* **PROBLEM DETAILS**
Starting at the top of the entries below, set down every line exactly, please, until you reach the line with "width:63px; height:63px; display:grid;", which is included too.

* **AVAILABLE RECORDS**

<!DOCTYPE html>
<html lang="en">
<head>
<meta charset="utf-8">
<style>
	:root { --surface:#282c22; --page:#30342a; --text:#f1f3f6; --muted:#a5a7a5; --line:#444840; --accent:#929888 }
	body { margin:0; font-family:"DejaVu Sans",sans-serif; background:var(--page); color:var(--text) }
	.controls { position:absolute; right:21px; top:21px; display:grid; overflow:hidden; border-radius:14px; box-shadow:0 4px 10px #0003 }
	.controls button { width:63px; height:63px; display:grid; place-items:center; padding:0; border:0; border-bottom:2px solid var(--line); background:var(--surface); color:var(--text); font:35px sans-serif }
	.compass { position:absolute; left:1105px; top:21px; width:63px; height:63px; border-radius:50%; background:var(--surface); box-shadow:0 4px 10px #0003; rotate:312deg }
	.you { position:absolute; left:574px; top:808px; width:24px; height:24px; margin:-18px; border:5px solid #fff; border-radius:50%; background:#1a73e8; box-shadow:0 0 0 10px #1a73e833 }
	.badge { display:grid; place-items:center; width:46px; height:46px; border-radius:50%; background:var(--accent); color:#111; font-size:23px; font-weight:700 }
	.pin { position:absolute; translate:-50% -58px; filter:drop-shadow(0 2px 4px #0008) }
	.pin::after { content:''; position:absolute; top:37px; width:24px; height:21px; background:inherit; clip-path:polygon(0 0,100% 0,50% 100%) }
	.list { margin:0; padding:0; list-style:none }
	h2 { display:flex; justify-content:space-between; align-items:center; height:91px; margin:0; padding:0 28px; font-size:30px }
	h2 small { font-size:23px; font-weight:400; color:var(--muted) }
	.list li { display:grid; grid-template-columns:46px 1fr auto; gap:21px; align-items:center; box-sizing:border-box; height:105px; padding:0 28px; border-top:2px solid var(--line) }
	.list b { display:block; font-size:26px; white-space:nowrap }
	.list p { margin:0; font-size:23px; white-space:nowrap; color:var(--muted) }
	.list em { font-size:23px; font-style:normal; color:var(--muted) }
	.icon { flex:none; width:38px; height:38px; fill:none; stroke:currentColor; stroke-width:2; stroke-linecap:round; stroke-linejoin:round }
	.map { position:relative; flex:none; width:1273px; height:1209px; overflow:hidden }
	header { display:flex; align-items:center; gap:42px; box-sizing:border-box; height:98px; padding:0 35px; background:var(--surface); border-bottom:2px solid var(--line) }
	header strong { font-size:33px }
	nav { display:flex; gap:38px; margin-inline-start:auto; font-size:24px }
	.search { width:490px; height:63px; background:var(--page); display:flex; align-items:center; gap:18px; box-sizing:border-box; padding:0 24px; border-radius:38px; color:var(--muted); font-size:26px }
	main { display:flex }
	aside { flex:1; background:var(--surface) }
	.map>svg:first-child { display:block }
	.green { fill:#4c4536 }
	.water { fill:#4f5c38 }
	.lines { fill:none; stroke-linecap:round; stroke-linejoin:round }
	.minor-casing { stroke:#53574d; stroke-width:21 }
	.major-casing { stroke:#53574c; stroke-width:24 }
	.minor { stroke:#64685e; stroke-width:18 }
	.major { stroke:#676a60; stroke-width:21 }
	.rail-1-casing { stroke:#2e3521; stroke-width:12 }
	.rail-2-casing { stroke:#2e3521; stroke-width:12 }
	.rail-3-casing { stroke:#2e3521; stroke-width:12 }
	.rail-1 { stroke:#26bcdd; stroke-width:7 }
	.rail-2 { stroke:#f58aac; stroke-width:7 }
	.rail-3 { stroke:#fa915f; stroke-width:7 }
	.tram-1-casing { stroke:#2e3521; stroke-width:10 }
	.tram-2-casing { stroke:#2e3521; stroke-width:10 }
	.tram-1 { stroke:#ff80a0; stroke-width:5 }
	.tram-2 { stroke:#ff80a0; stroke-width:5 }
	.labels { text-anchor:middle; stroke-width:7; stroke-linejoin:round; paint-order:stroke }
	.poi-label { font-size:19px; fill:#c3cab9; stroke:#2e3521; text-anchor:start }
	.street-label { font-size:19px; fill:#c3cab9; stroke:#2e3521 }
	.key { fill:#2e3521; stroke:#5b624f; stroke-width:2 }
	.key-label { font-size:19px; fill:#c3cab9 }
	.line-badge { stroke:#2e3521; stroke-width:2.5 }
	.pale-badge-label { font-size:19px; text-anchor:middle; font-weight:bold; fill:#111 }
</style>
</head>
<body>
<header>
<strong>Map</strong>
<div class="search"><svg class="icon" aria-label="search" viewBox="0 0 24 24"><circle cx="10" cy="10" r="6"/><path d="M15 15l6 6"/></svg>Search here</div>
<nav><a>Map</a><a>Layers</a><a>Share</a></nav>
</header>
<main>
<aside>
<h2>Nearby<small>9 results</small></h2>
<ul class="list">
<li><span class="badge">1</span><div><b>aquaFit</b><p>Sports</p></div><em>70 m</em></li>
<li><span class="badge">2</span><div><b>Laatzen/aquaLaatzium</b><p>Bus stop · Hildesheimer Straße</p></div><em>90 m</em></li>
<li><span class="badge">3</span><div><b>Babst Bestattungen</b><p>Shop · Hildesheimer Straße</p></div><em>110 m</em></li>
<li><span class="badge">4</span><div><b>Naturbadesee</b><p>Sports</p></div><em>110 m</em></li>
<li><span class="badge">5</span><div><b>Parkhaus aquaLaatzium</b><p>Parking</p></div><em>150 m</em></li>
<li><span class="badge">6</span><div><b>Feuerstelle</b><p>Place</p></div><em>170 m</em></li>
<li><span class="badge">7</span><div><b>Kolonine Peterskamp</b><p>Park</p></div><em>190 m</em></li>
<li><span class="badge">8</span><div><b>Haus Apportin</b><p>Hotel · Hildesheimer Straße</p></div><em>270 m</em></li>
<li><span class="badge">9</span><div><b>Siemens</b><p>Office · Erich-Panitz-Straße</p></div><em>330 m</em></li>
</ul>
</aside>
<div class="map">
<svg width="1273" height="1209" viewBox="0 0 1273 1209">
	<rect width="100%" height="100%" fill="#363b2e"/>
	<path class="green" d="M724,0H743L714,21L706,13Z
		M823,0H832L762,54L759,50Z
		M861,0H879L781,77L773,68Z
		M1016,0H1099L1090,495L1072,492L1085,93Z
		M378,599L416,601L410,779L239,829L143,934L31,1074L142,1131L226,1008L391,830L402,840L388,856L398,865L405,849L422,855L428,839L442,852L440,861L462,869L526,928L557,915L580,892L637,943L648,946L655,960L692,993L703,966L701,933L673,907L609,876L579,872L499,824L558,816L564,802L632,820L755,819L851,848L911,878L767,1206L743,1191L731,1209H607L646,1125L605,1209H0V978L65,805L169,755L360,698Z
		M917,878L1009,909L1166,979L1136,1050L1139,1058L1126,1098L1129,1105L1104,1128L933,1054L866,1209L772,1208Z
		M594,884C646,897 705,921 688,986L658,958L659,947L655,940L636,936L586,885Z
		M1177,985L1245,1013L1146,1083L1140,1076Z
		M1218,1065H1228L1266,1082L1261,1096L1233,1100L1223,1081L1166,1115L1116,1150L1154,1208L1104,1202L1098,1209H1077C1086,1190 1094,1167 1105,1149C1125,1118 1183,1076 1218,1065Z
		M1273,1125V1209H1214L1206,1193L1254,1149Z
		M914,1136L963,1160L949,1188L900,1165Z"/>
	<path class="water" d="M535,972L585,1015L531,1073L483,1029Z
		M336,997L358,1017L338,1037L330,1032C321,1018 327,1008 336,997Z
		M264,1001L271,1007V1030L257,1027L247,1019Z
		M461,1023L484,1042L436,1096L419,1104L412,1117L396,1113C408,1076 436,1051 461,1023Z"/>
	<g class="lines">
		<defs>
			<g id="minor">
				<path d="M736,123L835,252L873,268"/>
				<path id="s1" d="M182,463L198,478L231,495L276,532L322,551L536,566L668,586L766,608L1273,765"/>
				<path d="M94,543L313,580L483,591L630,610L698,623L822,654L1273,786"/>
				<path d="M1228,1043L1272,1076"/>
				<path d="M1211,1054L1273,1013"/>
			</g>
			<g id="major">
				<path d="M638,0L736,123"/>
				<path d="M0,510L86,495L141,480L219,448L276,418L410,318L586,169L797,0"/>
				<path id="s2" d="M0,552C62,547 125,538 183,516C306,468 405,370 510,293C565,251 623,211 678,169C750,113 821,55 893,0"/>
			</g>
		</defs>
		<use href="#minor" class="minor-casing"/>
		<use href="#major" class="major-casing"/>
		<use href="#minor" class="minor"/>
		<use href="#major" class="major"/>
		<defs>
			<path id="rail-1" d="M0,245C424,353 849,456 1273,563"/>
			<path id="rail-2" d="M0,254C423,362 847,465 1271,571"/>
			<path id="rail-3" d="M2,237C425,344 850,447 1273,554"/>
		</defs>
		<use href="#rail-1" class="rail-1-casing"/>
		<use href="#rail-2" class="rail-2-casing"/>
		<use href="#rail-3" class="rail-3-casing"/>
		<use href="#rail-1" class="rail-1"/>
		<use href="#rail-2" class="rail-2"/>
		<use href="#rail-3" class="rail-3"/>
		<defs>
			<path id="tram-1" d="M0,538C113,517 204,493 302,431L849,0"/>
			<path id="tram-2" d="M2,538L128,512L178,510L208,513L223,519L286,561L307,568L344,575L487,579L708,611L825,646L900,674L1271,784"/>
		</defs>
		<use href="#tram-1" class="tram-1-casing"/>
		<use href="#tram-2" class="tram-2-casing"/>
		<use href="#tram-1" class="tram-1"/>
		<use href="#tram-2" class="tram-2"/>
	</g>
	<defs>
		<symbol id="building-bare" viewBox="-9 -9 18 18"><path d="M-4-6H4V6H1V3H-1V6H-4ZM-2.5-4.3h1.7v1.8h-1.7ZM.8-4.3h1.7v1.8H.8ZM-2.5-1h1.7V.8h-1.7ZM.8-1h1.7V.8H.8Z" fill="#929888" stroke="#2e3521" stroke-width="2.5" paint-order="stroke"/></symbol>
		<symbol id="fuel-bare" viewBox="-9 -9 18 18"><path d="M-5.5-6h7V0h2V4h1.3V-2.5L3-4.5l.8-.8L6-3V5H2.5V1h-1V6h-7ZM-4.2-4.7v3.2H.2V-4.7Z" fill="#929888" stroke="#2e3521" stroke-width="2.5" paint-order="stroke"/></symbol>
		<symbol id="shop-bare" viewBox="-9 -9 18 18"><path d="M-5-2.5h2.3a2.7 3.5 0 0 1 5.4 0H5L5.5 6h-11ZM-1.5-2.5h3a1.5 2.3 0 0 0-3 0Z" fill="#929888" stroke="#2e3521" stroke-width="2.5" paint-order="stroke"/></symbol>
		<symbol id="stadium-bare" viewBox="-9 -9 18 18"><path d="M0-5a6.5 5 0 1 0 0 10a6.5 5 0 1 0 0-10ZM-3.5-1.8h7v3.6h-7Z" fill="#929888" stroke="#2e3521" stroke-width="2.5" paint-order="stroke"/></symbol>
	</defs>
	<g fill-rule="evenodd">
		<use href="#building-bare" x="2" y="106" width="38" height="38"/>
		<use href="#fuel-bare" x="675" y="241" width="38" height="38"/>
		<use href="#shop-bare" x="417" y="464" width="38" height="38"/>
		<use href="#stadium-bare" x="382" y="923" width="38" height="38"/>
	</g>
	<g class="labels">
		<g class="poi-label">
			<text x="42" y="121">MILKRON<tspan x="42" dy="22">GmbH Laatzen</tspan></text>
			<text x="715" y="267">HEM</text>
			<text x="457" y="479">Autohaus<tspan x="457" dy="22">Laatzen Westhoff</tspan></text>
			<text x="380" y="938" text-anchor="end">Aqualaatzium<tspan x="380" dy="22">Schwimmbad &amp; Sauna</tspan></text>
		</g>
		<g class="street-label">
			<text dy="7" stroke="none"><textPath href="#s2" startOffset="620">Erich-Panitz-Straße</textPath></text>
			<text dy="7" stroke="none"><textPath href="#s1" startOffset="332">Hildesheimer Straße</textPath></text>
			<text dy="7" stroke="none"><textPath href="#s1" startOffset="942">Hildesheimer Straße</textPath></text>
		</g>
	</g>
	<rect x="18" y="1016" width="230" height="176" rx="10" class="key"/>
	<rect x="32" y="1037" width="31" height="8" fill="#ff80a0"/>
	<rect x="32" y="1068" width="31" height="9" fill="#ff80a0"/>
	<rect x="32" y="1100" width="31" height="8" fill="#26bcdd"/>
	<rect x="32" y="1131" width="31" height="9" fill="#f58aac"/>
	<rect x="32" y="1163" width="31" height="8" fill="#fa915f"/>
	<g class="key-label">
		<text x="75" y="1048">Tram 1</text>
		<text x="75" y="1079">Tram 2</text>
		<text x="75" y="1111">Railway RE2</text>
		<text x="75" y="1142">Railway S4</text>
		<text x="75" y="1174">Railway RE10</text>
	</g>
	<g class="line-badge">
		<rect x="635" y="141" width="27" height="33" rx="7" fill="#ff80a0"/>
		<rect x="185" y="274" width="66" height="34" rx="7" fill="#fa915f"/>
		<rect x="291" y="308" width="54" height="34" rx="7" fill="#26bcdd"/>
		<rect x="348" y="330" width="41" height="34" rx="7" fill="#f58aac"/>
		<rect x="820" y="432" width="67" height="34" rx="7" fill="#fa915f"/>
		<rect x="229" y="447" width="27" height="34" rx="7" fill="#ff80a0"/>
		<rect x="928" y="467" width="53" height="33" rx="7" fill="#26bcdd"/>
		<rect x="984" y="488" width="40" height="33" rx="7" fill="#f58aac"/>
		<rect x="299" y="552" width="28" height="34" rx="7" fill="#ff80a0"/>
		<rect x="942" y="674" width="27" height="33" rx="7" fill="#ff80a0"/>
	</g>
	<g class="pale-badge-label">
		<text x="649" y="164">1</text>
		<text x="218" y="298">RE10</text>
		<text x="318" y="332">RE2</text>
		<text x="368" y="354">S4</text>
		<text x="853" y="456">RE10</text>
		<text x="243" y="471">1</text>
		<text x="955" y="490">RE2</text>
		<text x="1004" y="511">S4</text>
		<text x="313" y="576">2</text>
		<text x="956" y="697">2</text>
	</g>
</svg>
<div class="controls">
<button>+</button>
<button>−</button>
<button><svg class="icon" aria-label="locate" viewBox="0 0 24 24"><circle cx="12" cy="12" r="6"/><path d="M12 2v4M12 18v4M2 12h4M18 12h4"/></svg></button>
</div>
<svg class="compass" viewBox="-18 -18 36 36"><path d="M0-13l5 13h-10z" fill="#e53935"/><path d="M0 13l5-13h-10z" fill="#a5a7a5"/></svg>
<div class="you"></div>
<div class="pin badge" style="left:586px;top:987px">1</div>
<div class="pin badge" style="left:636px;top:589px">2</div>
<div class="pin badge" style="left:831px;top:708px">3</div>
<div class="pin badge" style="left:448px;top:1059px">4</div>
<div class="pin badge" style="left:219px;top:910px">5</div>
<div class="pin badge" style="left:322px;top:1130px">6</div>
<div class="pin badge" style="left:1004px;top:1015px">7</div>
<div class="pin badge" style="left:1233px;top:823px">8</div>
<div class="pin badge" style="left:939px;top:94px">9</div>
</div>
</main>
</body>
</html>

* **PROBLEM SOLUTION**
<!DOCTYPE html>
<html lang="en">
<head>
<meta charset="utf-8">
<style>
	:root { --surface:#282c22; --page:#30342a; --text:#f1f3f6; --muted:#a5a7a5; --line:#444840; --accent:#929888 }
	body { margin:0; font-family:"DejaVu Sans",sans-serif; background:var(--page); color:var(--text) }
	.controls { position:absolute; right:21px; top:21px; display:grid; overflow:hidden; border-radius:14px; box-shadow:0 4px 10px #0003 }
	.controls button { width:63px; height:63px; display:grid; place-items:center; padding:0; border:0; border-bottom:2px solid var(--line); background:var(--surface); color:var(--text); font:35px sans-serif }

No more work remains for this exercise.